Jahre später, achtzehn war ich und auf Interrail-Tour, las mir eine Italienerin aus der Hand. Drei Söhne würde ich einmal haben, verriet sie mir, und einen reichen Mann. Dass sie meiner Freundin N. fast dasselbe weissagte, entzog auch im zarten Frühling meiner Leichtgläubigkeit dieser Aussage indes doch ein deutliches Maß an Glaubwürdigkeit. – Eine Prager Wahrsagerin, weitere drei Jahre später, weissagte Schlimmes, und hinterließ ein bedrückendes Gefühl in der Magengegend, und den Vorsatz, den Mund der Wahrheit bis auf weiteres nicht mehr zu befragen.
Manchmal aber, in der Ruhe eines frühen Morgens nach durchwachter Nacht, liegt die Zukunft, das nächste Jahr und der nächste Morgen, so verworren vor mir, so unklar Ziel und Weg, dass ich wünschte, einer käme zu mir, und sähe in meine Hand, selbst wenn nichts weiter darin zu sehen wäre als eine große Leere, eine ereignislose Melancholie, und ein Ende in Dunkelheit, Blut und Tränen. Vielleicht aber, denke ich dann, kommt im Leben nur einmal einer zu einem, den Nebel zukünftiger Tage zu lüften, und eine gnädige oder grausame Ironie befahl, das Abbild meiner Zukunft in fremde Worte zu verkleiden, einmal, vor vielen Jahren, irgendwo in Kairo.
Sehr schön wieder von Ihnen zu lesen, Frau Modeste. Ich habe sie vermisst.
Das erinnert mich an den kauzigen, alten Mann, der mir zu Beginn meines Studiums die Wohnung über seiner Gebrauchtbuchhandlung vermietete. Er pflegte für mich (beinahe täglich) ein Kierkegaard-Zitat zu wiederholen, das Spuren hinterlassen hat:
„Ich wünschte es würde ein Stein vom Himmel fallen und mich erschlagen; hätte ich dann doch das Vertrauen, nein die Gewißheit nicht umsonst gestorben zu sein.“
Schöne Geschichte, Frau Modeste!
REPLY:
Danke, Herr Thot – ich habe das Bloggen auch (ein bißchen) vermisst.
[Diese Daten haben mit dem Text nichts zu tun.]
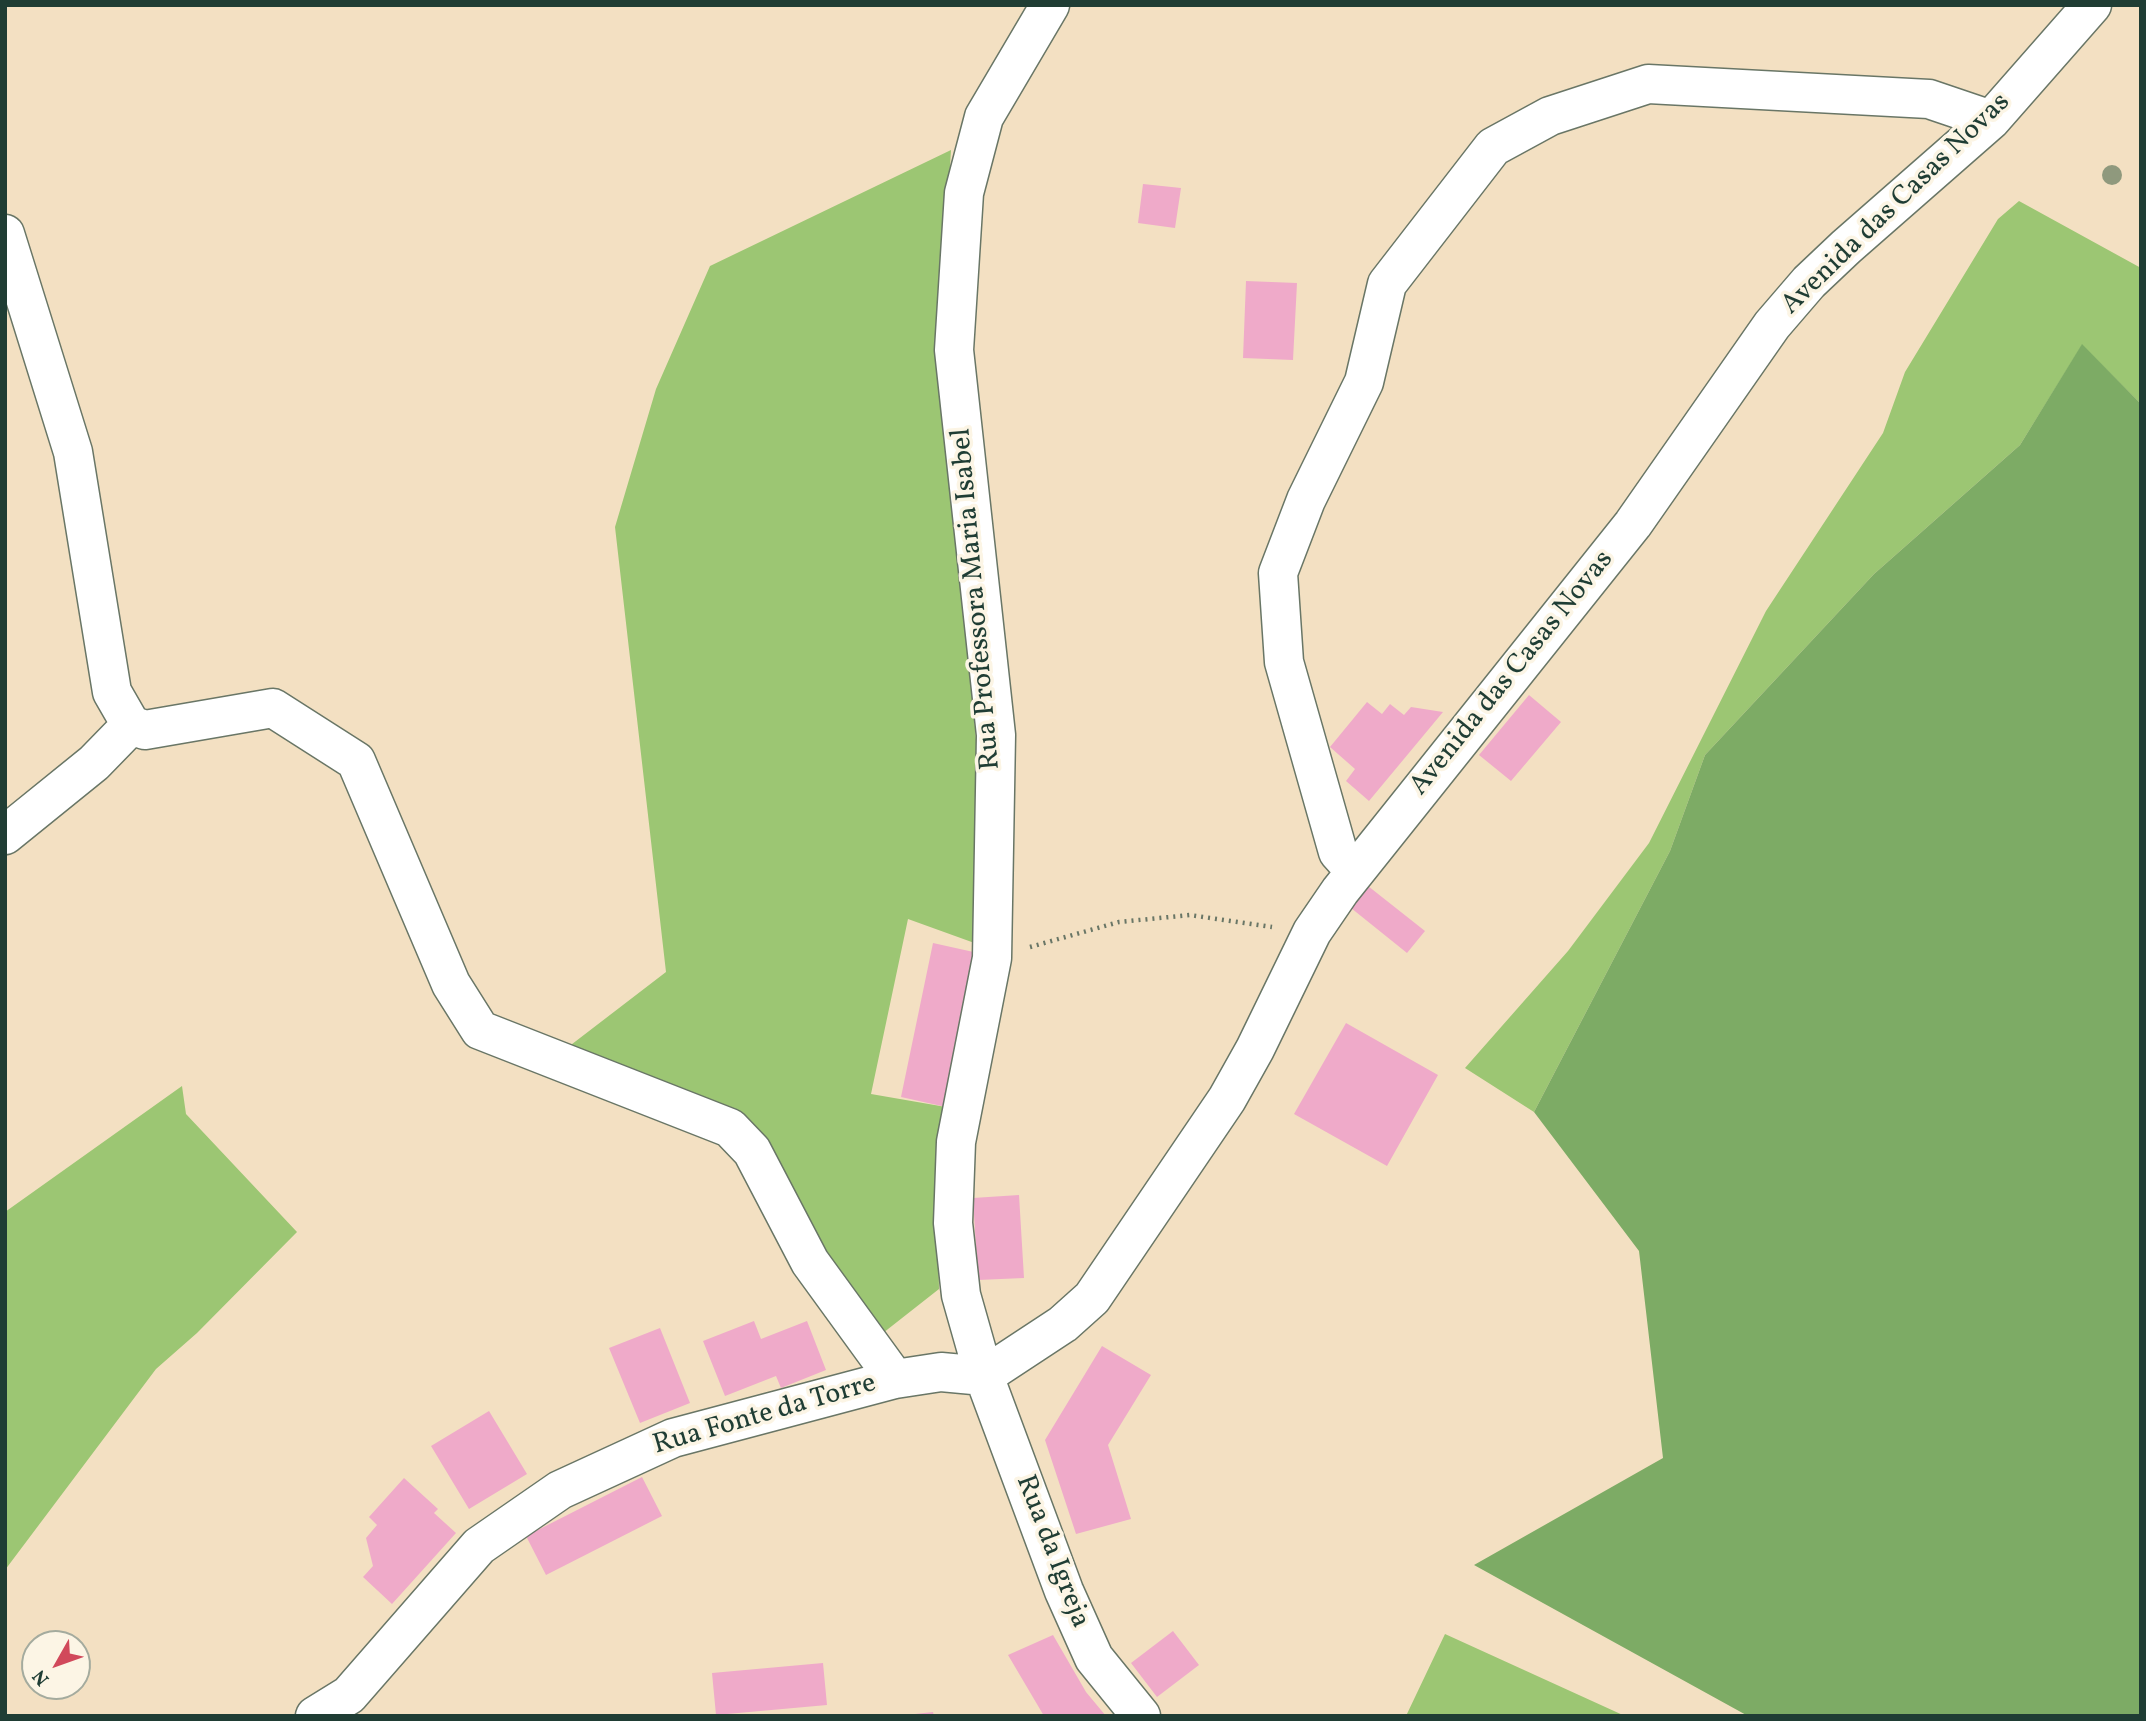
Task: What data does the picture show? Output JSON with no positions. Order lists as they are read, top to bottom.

Und Kierkegaard, Herr Wasdenktflo, sollte man sowieso viel mehr lesen, meine Vermieterin schreibt mir allerdings keine tiefgründigen Zitate, sondern vielmehr lustige E-Mails, aber das ist auch nicht übel.
Und nun?
Die Jahre, dahingegangen sind sie, verstrichen fast wie im Fluge. Die Zettel? Existieren sie noch, hueten sie noch ihr und Ihr Geheimnis der Zukunft? Oder sind sie ebenso, wie Sie, in einer Zukunft entschwunden, die Sie sich nicht so vorzustellen vermochten? Eine der vielen verpassten Gelegenheiten, die man erst im Nachhinein erkennt, eine der vielen Gabelungen auf dem Lebensweg, nach deren Beschreiten man sich nie sicher ist, was der andere Weg gebracht haette…
Schoen, wieder von Ihnen lesen zu duerfen, Frau Modeste.
Äußerst feinsamtiger neuer Lesestoff. Schön, wieder neue perlende Geschichten von Ihnen zu haben, Frau Modeste.
schöner Text
das war ein wahrer Lesegenuss, danke. Am besten gefielen mir die abgezogenen Hammelköpfe mit den blauen Augen, smile.
Ja, im Nachinein erscheint einem alles wie vorbestimmt.
Gruß
Mukono
REPLY:
Die Zettel, Herr Pathologe, habe ich gar nicht mitgenommen, und die Zukunft so unklar wie eh und je. Ob tatsächlich alles vorherbestimmt ist, oder ob nicht wirklich irgendwo alle Zeiten gleichzeitig existieren, und die Trennwand auch einmal durchsichtig werden kann – oder ob nicht all dies Unfug ist, und die sichtbare Welt auch die wahre ist – wer kann das wissen, Herr (?) Mukono.
Und Ihnen allen danke für Ihr warmes Willkommen.
Danke, liebe Modeste, für diese Geschichte. Ansonsten kann ich mich den Begrüßungen der Freunde nur anschließen.